- [YOUR INSTRUCTIONS]
Throughout the listing below, show every line in which "controls" occurs.

- [DATA SHOWN]
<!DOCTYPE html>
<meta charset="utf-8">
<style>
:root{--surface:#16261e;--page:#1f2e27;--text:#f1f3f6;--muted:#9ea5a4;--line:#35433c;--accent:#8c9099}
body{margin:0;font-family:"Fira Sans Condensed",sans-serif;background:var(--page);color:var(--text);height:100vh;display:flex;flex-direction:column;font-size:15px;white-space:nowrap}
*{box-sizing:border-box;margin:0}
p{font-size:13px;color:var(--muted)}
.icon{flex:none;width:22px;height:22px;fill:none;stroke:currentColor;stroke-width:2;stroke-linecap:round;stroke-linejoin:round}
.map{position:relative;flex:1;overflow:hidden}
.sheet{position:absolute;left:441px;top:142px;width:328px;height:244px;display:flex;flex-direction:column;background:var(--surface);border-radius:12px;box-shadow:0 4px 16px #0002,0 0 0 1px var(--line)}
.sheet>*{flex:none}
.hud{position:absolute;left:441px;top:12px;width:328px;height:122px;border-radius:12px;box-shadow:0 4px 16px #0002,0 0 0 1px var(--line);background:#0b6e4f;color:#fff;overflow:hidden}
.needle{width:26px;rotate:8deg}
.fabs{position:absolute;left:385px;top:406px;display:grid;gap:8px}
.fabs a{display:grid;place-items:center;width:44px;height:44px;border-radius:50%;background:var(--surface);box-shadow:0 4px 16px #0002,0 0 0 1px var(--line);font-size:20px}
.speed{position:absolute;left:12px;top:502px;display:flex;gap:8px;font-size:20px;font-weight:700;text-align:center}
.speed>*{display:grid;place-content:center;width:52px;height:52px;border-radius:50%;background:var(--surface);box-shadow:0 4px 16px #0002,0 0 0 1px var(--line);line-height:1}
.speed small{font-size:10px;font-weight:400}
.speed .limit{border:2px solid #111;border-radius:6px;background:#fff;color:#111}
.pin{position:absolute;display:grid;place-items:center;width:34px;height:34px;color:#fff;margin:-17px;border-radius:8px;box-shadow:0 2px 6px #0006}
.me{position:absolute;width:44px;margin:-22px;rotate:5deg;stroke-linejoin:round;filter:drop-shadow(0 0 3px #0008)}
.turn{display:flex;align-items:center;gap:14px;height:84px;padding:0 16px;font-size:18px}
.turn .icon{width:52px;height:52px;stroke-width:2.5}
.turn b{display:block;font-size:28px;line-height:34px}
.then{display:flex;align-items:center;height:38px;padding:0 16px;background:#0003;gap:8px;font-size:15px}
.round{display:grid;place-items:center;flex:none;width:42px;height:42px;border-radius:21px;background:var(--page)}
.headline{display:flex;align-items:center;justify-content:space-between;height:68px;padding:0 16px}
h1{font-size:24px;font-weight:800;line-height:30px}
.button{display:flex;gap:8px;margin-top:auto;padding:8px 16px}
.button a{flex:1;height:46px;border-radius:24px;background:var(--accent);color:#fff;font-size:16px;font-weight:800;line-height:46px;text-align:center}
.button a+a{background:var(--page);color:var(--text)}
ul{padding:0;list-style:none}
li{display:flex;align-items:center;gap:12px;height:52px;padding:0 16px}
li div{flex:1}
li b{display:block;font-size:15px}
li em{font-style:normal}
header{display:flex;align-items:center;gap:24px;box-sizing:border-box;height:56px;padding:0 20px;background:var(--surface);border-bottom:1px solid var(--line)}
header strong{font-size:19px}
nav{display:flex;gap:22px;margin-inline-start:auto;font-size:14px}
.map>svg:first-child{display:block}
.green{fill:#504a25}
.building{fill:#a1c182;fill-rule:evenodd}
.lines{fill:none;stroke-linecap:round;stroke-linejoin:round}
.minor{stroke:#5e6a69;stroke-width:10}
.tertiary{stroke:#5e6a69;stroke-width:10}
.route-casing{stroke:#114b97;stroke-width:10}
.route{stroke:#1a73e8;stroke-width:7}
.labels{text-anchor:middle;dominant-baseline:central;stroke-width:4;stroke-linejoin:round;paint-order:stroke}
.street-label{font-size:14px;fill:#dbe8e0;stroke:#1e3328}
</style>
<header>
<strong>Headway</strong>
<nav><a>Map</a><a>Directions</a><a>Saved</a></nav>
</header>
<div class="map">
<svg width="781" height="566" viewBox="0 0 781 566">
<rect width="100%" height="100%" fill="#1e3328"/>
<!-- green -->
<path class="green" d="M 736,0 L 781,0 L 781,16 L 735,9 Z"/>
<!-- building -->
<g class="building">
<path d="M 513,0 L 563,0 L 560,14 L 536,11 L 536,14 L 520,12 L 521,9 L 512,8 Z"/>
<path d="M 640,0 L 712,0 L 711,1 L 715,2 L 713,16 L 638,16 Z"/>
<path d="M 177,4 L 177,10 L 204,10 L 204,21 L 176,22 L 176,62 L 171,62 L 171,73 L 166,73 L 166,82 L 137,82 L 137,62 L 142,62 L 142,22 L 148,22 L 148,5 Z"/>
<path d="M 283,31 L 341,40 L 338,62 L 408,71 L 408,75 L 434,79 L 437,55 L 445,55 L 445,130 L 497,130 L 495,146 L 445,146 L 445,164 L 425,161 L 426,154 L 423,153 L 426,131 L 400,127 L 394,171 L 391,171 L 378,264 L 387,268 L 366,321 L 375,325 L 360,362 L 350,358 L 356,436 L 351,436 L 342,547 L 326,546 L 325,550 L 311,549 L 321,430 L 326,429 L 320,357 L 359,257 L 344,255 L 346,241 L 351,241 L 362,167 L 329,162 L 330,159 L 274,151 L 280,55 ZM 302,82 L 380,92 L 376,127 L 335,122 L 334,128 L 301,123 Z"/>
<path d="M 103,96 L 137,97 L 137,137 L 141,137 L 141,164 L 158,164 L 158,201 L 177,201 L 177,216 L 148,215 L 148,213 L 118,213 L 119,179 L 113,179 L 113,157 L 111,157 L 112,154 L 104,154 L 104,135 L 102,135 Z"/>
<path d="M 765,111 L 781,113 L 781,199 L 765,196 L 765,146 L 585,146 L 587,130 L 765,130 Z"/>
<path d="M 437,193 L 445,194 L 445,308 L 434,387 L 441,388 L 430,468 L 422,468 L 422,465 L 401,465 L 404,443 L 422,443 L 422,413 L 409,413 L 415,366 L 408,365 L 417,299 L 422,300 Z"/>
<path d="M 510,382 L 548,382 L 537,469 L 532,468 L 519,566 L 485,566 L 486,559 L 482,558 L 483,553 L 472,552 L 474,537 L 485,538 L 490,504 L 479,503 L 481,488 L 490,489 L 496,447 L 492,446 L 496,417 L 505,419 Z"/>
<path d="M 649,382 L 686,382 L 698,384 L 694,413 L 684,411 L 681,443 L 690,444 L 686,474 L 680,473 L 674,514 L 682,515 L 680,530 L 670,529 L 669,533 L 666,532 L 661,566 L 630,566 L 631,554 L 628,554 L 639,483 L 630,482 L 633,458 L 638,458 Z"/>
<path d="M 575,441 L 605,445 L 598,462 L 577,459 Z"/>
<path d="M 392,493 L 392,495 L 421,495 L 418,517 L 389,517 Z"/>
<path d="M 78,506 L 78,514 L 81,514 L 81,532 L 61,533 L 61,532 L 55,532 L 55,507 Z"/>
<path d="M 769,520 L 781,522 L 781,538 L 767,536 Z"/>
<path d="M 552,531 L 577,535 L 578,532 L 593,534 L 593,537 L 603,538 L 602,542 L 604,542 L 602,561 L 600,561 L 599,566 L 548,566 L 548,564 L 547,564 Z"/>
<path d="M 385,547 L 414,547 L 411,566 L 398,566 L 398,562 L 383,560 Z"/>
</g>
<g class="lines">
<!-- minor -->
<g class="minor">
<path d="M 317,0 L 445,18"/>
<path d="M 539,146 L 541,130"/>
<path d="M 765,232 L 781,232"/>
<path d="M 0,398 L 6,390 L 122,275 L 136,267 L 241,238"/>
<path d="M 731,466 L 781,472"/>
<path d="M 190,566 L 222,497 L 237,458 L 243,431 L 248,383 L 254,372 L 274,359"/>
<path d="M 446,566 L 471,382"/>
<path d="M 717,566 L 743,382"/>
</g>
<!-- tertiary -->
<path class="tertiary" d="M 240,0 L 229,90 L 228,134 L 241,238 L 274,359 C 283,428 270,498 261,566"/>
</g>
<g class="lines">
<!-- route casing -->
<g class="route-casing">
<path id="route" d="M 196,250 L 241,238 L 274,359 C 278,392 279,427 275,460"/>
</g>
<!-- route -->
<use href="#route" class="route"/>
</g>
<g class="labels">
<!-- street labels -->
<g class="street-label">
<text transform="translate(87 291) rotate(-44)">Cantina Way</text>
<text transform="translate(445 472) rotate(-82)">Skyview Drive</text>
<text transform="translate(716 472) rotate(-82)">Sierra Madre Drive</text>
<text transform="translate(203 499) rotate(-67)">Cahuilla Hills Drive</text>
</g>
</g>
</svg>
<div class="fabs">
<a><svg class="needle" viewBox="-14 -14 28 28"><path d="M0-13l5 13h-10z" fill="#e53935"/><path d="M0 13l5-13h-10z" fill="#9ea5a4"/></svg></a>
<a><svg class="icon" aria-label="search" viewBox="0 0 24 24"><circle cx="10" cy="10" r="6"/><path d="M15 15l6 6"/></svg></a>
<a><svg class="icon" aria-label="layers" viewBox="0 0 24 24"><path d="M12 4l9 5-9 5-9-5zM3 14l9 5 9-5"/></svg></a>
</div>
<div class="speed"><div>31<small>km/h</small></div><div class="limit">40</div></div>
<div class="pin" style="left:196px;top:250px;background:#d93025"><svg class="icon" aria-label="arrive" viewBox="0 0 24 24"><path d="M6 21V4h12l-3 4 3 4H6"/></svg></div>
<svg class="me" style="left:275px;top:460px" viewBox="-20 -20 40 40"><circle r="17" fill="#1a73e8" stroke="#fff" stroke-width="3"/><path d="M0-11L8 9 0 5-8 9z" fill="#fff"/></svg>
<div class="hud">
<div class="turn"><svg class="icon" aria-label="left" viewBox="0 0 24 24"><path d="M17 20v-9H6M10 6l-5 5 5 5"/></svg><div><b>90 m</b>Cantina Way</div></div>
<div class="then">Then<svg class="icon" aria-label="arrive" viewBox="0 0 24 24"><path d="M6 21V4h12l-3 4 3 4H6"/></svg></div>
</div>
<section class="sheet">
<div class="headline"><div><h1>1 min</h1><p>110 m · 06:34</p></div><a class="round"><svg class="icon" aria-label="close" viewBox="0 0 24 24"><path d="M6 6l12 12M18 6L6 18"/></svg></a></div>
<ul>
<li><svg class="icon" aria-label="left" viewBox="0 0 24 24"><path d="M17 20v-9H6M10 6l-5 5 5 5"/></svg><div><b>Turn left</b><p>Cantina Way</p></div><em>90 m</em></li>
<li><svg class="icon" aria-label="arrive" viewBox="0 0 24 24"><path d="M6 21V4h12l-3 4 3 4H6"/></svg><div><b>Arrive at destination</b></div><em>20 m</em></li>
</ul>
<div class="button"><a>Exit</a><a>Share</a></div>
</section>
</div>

...

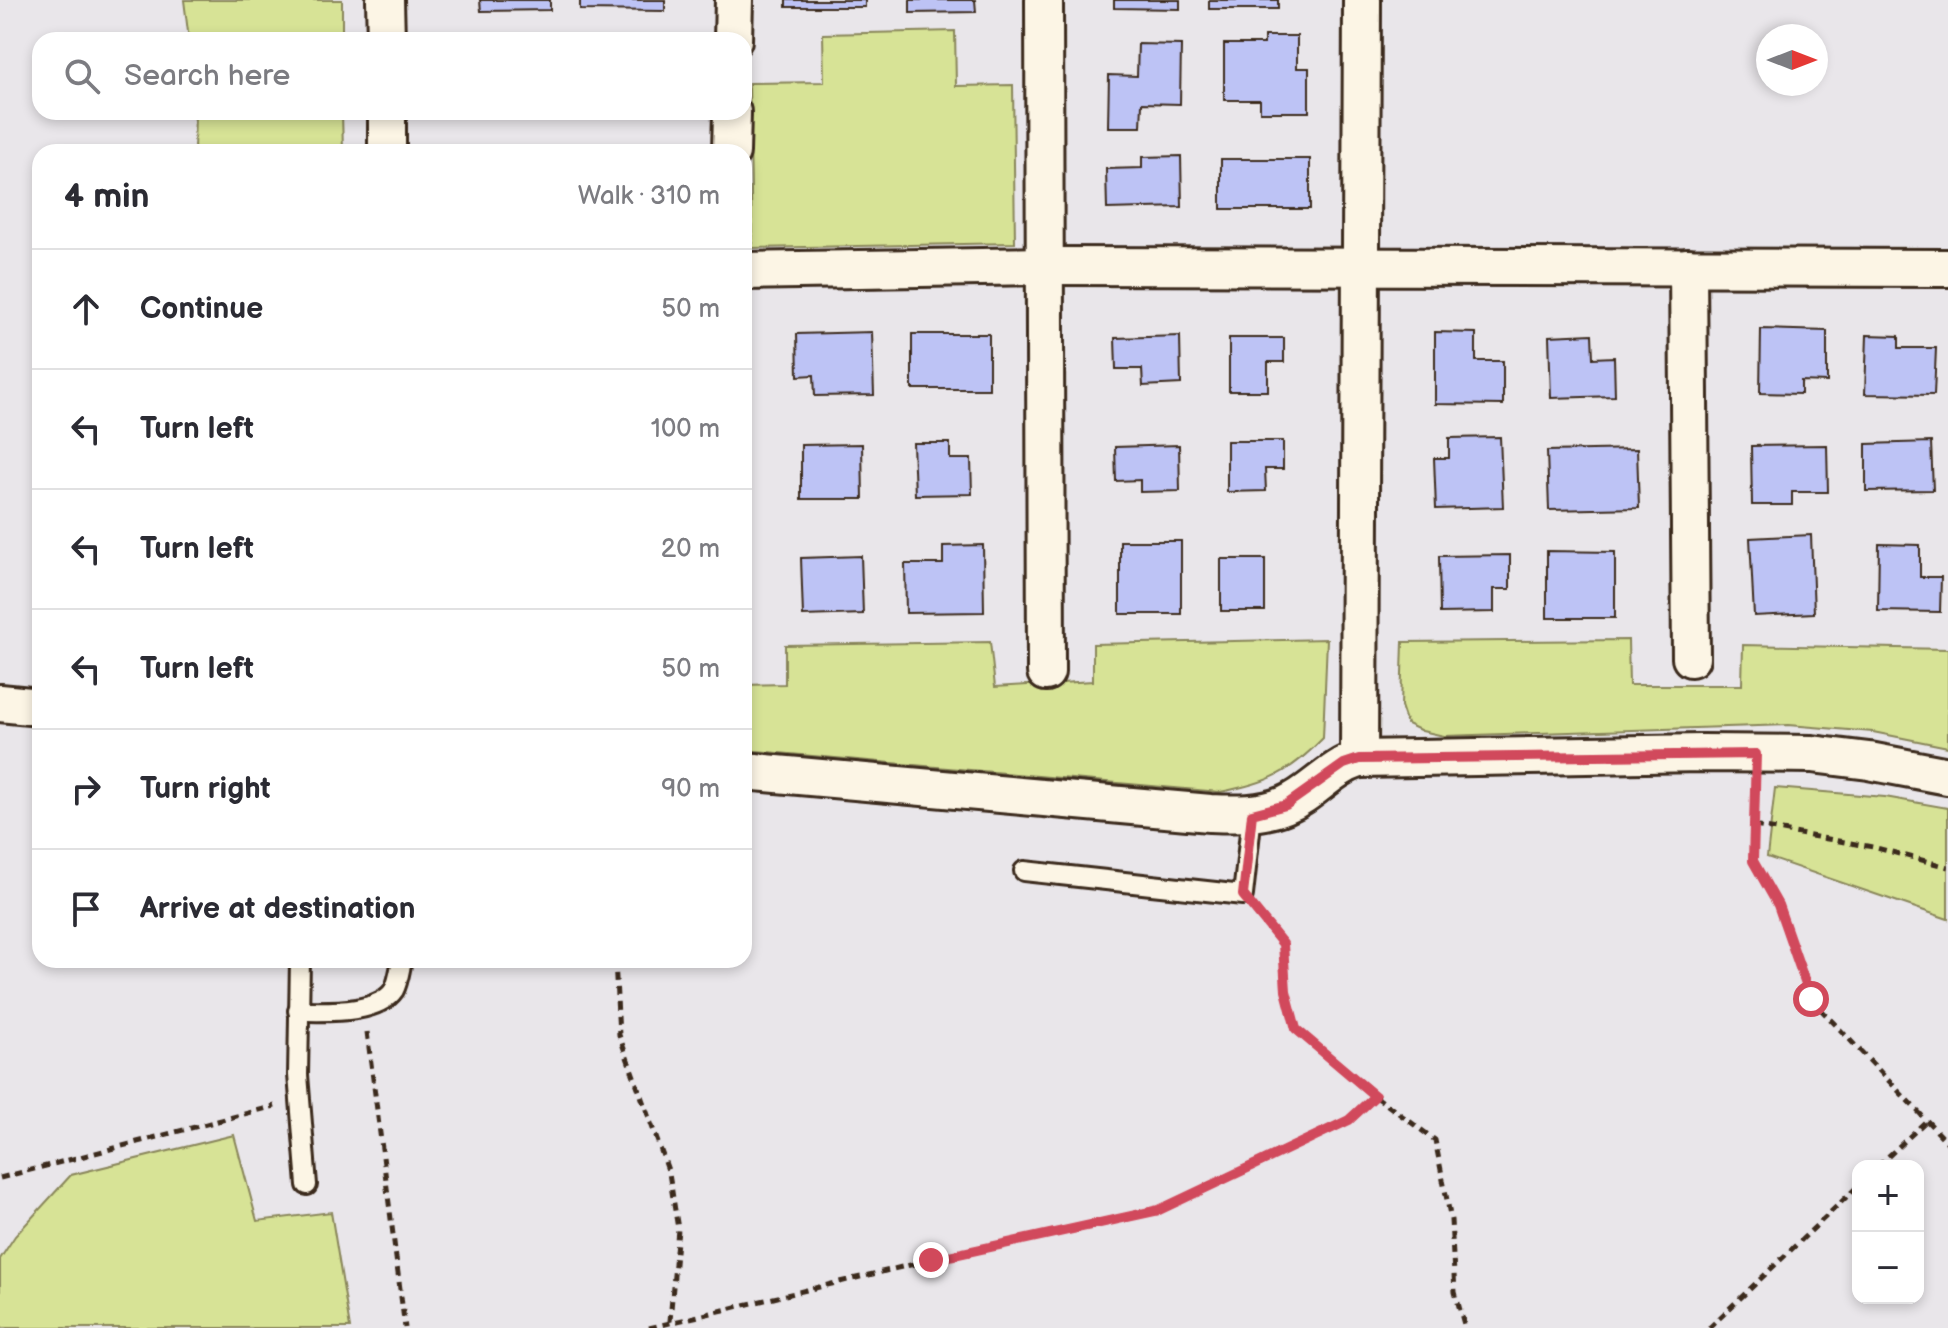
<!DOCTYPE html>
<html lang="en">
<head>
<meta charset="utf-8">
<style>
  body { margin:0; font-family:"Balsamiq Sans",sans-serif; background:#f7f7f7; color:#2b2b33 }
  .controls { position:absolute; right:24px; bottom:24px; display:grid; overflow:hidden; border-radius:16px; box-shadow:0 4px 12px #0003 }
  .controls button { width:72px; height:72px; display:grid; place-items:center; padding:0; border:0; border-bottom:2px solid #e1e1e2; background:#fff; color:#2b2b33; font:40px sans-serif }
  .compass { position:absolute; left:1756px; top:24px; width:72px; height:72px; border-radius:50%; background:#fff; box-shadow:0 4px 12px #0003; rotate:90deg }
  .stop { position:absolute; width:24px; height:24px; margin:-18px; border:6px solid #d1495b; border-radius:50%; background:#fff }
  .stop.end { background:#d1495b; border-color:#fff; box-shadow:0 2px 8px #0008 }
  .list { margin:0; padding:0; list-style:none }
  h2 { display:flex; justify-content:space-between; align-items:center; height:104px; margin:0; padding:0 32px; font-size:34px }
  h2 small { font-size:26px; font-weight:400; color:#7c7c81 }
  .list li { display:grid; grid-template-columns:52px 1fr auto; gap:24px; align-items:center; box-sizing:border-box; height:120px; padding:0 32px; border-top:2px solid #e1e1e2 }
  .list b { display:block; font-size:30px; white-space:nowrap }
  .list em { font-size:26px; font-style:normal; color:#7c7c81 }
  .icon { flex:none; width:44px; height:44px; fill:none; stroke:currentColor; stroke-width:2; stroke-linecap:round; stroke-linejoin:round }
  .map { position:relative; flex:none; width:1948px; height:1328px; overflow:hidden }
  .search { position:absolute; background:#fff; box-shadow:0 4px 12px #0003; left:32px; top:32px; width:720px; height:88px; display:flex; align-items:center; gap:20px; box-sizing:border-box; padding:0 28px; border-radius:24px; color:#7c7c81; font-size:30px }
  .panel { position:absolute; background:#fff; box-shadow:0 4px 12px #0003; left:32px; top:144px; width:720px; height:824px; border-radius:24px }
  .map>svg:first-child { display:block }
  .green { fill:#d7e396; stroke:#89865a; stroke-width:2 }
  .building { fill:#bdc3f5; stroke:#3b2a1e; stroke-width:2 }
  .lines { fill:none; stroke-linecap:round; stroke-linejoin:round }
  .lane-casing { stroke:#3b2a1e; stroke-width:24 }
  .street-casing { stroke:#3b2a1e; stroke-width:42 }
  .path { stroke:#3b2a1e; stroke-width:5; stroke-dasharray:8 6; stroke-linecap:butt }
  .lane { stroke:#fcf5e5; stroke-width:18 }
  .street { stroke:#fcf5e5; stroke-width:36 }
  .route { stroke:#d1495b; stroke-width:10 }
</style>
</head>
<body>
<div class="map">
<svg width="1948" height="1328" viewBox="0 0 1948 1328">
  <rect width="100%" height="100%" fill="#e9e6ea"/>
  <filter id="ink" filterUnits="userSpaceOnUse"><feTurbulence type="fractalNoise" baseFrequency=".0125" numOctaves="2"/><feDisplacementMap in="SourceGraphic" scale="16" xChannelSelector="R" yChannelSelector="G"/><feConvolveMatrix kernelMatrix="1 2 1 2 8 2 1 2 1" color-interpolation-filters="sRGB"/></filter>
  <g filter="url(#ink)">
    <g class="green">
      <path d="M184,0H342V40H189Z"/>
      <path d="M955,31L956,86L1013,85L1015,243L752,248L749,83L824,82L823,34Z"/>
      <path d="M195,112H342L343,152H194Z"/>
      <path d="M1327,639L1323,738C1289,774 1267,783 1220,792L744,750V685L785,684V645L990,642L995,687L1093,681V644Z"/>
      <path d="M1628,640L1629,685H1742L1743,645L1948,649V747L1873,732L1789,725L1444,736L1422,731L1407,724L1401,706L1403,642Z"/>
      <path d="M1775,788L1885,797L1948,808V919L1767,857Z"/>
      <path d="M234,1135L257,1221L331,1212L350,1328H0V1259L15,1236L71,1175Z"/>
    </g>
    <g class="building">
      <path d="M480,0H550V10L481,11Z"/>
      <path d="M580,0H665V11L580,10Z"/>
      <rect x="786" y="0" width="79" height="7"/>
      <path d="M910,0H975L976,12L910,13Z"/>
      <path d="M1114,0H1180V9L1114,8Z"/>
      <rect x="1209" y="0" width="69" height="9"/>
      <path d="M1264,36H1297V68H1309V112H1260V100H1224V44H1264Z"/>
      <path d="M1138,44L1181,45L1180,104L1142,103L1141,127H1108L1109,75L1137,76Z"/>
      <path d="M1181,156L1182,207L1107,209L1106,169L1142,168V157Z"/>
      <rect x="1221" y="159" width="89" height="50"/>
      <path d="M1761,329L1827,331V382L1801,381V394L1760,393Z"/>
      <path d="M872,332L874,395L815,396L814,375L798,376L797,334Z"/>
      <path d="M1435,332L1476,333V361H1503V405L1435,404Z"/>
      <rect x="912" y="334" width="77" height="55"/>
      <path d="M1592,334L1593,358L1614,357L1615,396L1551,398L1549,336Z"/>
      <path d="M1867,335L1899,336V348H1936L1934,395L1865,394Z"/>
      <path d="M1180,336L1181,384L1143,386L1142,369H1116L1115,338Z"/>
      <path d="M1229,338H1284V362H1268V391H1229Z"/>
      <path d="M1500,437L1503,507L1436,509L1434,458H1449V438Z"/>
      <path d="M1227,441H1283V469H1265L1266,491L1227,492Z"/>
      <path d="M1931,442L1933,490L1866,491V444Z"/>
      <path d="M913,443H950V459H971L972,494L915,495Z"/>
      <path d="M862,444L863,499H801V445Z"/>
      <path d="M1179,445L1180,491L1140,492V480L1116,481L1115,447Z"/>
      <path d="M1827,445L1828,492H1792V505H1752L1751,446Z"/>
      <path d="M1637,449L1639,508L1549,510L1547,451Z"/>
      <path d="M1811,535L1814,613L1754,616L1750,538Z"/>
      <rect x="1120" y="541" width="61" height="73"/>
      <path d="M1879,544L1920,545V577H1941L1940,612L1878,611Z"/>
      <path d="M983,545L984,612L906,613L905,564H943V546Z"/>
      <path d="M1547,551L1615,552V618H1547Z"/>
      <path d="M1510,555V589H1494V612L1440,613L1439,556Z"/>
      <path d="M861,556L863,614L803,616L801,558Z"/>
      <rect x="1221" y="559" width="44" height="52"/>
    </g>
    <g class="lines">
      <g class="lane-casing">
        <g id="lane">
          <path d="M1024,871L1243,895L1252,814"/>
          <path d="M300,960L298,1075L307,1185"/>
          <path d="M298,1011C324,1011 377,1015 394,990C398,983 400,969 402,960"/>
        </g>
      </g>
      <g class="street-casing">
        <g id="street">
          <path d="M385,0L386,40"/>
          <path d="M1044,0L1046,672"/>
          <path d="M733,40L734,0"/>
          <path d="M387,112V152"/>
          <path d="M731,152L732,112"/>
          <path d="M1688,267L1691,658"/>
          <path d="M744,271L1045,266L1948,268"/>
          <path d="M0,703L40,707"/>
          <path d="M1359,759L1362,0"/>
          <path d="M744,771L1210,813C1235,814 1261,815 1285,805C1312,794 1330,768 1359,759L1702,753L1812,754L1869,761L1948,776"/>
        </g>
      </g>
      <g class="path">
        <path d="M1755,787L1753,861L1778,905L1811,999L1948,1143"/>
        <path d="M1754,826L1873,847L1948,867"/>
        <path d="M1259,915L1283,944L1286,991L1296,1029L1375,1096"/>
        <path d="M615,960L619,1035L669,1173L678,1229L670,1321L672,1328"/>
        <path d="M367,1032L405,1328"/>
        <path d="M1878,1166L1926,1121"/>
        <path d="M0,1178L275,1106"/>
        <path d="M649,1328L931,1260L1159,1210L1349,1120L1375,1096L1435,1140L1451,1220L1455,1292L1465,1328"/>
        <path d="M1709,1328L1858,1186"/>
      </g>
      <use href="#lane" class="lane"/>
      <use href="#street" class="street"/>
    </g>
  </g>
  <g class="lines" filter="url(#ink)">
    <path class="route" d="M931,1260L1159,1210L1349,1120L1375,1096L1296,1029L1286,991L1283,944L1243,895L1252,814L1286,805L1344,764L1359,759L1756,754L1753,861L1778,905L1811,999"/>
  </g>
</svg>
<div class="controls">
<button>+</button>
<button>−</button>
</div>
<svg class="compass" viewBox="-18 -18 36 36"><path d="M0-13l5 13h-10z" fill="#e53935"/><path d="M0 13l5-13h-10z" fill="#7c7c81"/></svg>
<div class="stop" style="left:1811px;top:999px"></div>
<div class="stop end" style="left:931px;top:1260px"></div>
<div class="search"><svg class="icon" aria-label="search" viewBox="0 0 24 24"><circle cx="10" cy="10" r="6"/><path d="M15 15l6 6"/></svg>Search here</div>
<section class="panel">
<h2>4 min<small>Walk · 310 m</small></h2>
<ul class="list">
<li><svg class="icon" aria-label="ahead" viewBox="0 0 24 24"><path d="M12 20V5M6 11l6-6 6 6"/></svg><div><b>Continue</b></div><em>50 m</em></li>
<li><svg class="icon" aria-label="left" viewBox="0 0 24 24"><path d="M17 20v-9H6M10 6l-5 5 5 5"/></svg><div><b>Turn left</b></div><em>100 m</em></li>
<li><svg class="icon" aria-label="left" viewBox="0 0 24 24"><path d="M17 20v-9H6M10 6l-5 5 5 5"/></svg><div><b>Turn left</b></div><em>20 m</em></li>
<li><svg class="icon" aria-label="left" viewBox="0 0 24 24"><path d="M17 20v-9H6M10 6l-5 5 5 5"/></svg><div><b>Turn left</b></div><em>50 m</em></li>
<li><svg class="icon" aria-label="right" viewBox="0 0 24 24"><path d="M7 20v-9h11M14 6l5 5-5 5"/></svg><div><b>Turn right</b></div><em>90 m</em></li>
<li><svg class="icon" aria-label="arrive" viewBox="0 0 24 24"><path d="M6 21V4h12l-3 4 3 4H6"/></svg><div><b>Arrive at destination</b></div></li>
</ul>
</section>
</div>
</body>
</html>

- [SOLUTION TO THIS PROBLEM]
  .controls { position:absolute; right:24px; bottom:24px; display:grid; overflow:hidden; border-radius:16px; box-shadow:0 4px 12px #0003 }
  .controls button { width:72px; height:72px; display:grid; place-items:center; padding:0; border:0; border-bottom:2px solid #e1e1e2; background:#fff; color:#2b2b33; font:40px sans-serif }
<div class="controls">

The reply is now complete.